WestJet also plans in October to begin much-anticipated transborder service to the United States. The first wave will include flights to Ft. Lauderdale, Los Angeles and Orlando, followed by seasonal service to Palm Springs, Calif., and Phoenix.
Unisys R2A consultants in their latest industry report said WestJet's estimated overall growth rate would make it the country's largest domestic carrier within six years, "unless Air Canada can reverse its own steady marketshare loss."
Despite such projections, Aim's Andraos, for one, suggested WestJet "already has peaked" and that it has stretched itself too thinly. "We are beginning to see history repeat itself," he said. "The Air Canada-Canadian Airlines fight showed that the market does not warrant two major carriers."
Meanwhile, discount carrier Jetsgo also is pursuing the corporate market and already has signed "a reasonable number" of clients to an Internet-based pre-payment program. "The product is centered around flexibility," said Jetsgo vice president of business planning Michael Granshaw. "Corporations get access to corporate fares through the Web site and then can make adjustments to the reservations and change names without incurring penalties."
Corporate fares are mid-range fares that can be booked at the last minute. "If a corporation only is interested in our very lowest fares, they can just come to the Web site and do a search when they need to travel," Granshaw said. "But a lot of companies are more interested in the costs associated with making changes."

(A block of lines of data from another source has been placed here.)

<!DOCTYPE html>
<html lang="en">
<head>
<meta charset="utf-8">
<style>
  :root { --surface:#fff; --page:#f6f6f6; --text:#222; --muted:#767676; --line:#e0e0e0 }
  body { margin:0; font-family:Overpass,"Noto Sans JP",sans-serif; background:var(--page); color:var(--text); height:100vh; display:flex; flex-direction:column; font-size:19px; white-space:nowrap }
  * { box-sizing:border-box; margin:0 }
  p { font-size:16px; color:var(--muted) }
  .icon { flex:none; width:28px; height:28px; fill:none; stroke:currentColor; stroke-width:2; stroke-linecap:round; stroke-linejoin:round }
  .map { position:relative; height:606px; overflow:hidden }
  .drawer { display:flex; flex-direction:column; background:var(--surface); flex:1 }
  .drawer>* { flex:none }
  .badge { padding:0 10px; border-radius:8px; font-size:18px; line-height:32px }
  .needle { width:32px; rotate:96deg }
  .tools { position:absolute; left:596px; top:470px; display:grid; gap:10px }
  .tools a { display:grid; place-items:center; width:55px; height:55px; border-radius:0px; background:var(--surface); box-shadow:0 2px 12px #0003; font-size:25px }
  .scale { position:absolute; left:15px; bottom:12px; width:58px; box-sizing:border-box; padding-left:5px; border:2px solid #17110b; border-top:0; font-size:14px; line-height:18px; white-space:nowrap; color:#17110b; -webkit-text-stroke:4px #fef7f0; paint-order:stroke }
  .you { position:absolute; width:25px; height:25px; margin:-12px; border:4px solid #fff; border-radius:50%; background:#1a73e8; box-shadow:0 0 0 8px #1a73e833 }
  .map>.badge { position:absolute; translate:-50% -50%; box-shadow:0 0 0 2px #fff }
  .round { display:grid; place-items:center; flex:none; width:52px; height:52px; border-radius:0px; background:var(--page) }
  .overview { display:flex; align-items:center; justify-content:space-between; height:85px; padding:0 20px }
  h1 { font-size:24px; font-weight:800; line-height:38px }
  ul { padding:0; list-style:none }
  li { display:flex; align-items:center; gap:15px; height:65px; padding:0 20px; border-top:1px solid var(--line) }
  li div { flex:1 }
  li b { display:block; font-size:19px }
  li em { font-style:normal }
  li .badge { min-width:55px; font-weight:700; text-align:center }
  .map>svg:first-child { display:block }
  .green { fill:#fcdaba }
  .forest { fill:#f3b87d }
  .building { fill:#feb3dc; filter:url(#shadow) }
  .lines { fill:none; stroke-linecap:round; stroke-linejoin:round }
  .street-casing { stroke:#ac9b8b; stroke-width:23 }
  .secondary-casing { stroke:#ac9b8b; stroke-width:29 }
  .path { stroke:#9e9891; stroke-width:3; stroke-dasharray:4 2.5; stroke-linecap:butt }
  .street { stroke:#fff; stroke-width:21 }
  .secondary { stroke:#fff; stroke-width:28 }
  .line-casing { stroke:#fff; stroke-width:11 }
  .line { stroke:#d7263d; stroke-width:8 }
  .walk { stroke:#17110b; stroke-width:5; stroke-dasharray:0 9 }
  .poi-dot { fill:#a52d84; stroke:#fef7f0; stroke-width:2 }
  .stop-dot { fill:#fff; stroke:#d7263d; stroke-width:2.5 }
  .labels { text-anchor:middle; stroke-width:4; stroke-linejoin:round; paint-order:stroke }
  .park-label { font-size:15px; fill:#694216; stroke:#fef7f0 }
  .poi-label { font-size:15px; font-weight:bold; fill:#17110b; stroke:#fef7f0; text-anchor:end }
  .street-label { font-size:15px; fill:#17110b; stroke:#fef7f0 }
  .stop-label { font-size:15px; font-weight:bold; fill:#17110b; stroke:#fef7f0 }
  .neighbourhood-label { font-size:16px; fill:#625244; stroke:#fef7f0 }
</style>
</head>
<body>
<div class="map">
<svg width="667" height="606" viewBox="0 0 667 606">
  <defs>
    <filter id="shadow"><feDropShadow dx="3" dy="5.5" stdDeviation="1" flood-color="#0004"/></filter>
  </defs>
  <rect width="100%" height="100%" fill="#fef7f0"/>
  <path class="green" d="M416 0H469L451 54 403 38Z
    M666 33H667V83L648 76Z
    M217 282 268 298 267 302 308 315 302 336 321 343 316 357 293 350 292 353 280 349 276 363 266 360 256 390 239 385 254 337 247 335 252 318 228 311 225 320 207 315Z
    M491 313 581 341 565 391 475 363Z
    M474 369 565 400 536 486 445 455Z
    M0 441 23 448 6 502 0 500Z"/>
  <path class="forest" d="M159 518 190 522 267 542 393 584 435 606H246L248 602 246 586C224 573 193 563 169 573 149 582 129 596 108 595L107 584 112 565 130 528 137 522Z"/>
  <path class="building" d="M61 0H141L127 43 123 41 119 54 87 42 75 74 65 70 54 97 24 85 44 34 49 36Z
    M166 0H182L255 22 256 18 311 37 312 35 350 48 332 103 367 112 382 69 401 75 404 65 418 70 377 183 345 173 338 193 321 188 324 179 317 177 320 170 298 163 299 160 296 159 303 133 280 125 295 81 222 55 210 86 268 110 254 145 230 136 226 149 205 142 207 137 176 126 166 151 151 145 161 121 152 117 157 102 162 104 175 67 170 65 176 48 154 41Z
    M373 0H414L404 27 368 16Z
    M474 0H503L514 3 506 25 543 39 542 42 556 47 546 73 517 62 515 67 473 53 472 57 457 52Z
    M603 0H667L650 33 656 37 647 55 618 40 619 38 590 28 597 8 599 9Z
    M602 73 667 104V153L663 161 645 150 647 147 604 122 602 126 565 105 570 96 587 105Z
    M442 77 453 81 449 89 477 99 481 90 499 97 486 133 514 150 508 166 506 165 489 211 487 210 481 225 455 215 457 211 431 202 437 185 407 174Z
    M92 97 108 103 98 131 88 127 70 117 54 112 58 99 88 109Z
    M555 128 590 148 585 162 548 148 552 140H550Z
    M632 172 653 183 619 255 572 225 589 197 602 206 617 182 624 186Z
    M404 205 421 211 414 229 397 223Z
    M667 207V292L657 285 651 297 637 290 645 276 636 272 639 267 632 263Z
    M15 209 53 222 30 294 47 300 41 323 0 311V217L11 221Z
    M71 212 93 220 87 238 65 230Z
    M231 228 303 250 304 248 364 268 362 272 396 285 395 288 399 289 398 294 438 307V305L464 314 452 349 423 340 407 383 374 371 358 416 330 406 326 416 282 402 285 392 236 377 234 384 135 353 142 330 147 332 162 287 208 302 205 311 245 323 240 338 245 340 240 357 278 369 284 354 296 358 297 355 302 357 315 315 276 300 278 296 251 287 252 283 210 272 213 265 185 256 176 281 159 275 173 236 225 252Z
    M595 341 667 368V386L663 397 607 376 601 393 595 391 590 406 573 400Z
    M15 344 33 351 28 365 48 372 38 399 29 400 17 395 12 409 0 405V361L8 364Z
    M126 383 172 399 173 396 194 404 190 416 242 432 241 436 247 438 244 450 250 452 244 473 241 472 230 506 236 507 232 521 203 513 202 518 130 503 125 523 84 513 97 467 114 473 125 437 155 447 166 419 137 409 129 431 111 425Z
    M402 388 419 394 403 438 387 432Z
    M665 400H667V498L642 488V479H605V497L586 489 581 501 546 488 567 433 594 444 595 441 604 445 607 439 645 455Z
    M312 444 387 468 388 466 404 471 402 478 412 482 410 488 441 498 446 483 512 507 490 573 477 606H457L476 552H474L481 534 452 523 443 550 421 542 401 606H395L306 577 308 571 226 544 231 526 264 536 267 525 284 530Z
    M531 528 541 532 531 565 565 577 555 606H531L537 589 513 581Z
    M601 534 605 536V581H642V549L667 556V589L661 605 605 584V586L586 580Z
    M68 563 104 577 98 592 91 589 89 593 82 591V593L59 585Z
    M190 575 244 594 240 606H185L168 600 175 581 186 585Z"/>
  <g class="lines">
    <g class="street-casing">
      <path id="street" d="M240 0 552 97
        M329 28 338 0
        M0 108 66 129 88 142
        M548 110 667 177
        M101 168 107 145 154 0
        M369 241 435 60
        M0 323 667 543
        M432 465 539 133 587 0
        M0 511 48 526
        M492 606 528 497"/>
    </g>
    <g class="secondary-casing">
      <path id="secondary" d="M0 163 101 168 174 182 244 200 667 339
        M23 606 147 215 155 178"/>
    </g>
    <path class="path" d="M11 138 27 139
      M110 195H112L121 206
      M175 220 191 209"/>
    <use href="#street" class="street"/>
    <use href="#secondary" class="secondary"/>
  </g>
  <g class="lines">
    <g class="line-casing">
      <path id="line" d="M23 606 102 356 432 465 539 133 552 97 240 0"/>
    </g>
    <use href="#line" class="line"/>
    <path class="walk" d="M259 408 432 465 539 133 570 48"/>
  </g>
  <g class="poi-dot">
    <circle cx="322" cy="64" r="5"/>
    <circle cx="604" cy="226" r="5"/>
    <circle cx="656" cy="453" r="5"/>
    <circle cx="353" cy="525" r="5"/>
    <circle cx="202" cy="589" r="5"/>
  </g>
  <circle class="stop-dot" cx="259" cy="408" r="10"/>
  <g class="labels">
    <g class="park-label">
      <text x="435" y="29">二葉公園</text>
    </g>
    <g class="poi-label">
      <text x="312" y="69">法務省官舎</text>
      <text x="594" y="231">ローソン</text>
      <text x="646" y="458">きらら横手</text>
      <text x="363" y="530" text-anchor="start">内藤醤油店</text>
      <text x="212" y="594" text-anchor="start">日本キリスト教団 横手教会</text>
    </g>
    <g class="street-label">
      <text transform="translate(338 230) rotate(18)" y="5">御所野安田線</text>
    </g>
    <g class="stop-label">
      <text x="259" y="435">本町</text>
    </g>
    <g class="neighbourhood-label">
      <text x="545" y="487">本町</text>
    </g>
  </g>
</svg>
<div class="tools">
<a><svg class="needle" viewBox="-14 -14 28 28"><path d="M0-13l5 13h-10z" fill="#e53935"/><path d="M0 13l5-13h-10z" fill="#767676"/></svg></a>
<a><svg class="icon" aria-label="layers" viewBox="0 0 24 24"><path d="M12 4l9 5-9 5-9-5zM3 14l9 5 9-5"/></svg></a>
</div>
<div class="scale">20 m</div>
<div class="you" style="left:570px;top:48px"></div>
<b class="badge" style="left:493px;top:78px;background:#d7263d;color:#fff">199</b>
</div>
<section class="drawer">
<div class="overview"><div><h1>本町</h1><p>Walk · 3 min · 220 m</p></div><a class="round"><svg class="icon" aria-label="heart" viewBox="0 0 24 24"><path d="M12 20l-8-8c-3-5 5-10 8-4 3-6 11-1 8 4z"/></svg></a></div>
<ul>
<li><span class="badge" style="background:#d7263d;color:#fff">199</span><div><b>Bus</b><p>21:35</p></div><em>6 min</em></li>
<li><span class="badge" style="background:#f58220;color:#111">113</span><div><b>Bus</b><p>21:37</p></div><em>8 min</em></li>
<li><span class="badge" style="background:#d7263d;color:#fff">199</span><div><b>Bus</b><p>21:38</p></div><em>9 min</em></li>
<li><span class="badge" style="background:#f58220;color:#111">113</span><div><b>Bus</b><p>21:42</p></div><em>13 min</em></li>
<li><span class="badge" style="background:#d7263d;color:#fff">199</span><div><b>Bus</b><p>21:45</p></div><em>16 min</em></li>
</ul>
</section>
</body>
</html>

Jetsgo last month announced an agreement to purchase 18 Fokker-100 aircraft from American Airlines, effectively doubling the size of its fleet. The first of the Fokkers will go into service in June and will serve both existing and new routes operated by the Montreal-based airline. The carrier, which uses Navitaire's Open Skies reservations system and sells more than 85 percent of its tickets through its Web site, now is focusing on developing connections with large corporate travel agencies and launching a travel agency portal.
For its part, CanJet on June 4 will launch daily flights between Toronto and both Chicago Midway and New York LaGuardia. It won't be the low-fare carrier's first foray into transborder operations; it already serves three Florida airports. CanJet this month also began providing inventory and fares through the Worldspan global distribution system.